Straight off the bat opener “Swallowed By Darkness” rips out an infectious opening riff that quickly settles into a thrashy, blood pumping groove. It’s a surprisingly dynamic song with a couple of standout riffs, strains of sinister melody and vaguely bluesy groove. Once the template has been established, Feral don’t deviate far from the left hand path. Despite a certain predictability present throughout the album, Feral’s raw energy and a solid supply of catchy riffs from capable guitarist Markus Lindahl goes some way towards nullifying the material’s more derivative traits. The likes of “Suffering Torment” and “The Crawler” are rollicking, catchy jams, while the hyperactive energy and hard-edged grooves of “Mass Resurrection” and speedy unchained aggression of closer “Succumb to Terror” are other noteworthy morsels.

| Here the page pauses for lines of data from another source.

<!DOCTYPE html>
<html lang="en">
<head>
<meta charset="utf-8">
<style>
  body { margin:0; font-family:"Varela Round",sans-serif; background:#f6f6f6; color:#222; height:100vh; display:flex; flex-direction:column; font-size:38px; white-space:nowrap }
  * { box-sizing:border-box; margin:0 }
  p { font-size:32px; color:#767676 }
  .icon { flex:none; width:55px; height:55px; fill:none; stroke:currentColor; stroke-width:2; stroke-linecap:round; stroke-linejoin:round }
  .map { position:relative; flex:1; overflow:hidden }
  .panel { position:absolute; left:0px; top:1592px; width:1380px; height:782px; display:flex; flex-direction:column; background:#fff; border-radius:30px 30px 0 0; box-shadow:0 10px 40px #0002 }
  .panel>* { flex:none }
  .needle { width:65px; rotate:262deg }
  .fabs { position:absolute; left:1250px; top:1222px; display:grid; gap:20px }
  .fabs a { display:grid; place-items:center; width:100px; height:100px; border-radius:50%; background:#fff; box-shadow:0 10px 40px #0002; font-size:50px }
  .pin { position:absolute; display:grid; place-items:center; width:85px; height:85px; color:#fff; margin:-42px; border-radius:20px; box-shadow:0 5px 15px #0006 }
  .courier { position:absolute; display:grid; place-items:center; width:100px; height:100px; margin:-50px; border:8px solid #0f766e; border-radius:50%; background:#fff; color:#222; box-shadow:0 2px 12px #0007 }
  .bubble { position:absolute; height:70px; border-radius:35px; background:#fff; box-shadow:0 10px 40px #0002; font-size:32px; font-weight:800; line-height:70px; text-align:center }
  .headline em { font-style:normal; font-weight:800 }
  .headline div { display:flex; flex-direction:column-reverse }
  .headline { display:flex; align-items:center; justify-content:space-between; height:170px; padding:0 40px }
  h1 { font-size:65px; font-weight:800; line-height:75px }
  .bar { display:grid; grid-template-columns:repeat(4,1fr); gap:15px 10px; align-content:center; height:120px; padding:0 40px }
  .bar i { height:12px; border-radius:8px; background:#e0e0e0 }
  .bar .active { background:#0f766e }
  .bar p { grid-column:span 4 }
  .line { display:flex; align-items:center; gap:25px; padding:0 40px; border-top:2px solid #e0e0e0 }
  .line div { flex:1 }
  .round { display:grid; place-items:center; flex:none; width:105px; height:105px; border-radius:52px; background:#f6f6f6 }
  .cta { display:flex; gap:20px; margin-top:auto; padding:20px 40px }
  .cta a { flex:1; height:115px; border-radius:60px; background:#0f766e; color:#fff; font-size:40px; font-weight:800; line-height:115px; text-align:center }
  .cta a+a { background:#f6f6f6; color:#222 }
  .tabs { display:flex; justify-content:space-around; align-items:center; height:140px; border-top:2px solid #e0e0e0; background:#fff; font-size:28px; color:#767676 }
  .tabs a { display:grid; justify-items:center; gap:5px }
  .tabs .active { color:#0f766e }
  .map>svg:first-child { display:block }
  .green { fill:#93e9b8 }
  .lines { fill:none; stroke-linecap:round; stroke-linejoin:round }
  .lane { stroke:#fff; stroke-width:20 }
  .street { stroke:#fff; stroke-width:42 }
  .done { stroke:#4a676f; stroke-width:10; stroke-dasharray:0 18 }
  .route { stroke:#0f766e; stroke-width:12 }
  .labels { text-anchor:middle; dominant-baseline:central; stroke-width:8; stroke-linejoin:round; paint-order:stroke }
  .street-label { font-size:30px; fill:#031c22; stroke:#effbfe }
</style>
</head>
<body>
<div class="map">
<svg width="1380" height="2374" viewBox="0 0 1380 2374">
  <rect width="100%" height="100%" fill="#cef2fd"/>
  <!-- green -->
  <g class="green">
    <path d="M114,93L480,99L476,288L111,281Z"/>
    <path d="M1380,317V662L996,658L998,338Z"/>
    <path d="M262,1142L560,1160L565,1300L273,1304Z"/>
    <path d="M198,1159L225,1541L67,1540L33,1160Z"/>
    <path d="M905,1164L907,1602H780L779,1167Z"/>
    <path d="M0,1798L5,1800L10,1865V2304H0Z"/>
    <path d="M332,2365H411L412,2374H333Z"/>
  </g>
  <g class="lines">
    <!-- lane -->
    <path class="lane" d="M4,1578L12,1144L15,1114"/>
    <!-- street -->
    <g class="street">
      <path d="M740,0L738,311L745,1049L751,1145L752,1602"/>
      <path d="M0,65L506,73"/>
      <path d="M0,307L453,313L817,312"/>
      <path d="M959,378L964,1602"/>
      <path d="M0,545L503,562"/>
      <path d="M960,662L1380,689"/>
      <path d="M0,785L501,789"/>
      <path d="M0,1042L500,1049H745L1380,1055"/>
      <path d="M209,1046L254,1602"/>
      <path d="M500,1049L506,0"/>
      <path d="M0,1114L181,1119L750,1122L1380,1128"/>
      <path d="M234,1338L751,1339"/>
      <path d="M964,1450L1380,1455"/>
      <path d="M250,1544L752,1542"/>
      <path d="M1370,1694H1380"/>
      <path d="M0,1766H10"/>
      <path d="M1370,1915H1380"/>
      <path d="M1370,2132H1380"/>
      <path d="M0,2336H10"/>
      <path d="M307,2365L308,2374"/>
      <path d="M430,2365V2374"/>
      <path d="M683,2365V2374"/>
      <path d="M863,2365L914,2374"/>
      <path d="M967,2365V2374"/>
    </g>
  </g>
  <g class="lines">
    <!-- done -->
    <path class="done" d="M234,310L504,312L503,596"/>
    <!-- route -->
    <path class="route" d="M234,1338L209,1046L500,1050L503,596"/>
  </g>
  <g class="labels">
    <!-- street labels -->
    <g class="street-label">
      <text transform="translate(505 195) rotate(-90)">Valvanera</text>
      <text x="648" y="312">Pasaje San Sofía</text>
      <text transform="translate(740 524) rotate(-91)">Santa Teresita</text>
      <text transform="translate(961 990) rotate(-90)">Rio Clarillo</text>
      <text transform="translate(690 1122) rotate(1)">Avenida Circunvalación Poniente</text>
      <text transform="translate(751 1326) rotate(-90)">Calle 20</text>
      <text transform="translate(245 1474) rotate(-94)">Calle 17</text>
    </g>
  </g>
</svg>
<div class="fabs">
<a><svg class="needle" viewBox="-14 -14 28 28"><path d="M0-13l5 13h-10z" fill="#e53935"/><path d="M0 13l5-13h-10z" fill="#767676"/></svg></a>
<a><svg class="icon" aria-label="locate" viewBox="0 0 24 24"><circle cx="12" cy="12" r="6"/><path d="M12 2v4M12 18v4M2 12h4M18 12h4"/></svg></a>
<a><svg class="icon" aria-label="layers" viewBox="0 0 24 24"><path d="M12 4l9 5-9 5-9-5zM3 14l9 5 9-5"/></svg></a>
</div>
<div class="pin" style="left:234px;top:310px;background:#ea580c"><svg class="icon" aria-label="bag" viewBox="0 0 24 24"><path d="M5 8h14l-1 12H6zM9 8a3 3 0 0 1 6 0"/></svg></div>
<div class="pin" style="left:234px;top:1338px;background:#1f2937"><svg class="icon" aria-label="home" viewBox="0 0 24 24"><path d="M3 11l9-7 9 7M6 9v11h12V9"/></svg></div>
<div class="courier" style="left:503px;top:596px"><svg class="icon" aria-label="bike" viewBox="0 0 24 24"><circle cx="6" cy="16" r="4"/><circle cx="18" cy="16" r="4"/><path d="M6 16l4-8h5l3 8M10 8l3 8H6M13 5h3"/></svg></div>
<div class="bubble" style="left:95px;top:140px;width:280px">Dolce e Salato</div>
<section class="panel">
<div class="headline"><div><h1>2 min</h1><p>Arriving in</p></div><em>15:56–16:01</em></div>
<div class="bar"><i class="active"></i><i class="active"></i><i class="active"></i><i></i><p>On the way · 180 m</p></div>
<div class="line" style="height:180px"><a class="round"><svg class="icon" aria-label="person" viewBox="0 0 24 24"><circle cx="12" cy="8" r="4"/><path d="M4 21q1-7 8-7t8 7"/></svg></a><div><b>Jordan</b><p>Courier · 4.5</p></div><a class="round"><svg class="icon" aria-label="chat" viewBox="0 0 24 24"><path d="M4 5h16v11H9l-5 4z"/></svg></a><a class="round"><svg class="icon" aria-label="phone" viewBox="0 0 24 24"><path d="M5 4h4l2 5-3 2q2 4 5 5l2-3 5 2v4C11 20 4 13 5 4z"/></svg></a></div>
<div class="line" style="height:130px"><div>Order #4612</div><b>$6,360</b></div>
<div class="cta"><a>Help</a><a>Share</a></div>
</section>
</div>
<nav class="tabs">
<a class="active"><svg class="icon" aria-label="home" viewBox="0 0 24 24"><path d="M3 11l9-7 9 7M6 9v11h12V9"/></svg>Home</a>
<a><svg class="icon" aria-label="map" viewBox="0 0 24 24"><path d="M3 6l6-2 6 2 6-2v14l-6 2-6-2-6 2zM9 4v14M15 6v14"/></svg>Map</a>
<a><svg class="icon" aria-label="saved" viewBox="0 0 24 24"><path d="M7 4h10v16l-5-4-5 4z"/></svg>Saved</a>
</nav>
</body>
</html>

Production-wise there are no real surprises, although the band pleasingly opts for a refreshingly raw and less varnished modern take on the vintage Sunlight Studios sound. While typically brickwalled, the sound is otherwise satisfyingly crunchy with an absolutely killer guitar tone. The song-writing doesn’t step out of the shadows of the past, unless aping other modern updates like Bloodbath and Entrails, but there’s enough substance and quality riffs to keep the album afloat, even if many of the songs tend to bleed together.
My tolerance for Swedish death metal of the old school variety has admittedly lessened in the wake of last year’s superb Horrendous album, which showed innovation could be applied to an endearingly retro sound. Instead the scene’s constant retreading and complete lack of progression is making it increasingly difficult to siphon out bands worth listening to. Nevertheless, Where Dead Dreams Dwell is a solid listen and Feral’s rawer edge and hooky riffs should garner some interest and enjoyment for avid fans of the style disappointed in the latest Entrails release.